> Work to be completed
With every mark kept, transcribe all of the records.

(Data records)

★ ★ ★ ★

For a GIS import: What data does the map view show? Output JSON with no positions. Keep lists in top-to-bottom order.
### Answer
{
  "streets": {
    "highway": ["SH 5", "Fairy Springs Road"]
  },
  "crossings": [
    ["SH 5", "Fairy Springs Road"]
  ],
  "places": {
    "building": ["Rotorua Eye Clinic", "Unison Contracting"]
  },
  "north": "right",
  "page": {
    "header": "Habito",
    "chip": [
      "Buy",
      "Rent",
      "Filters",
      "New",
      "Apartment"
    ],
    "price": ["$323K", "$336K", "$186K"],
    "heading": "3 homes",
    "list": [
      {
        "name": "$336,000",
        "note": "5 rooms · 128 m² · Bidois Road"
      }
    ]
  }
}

★ ★ ★ ★

> Output of the exercise
For a GIS import: What data does the map view show? Output JSON with no positions. Keep lists in top-to-bottom order.
### Answer
{
  "streets": {
    "highway": ["SH 5", "Fairy Springs Road"]
  },
  "crossings": [
    ["SH 5", "Fairy Springs Road"]
  ],
  "places": {
    "building": ["Rotorua Eye Clinic", "Unison Contracting"]
  },
  "north": "right",
  "page": {
    "header": "Habito",
    "chip": [
      "Buy",
      "Rent",
      "Filters",
      "New",
      "Apartment"
    ],
    "price": ["$323K", "$336K", "$186K"],
    "heading": "3 homes",
    "list": [
      {
        "name": "$336,000",
        "note": "5 rooms · 128 m² · Bidois Road"
      }
    ]
  }
}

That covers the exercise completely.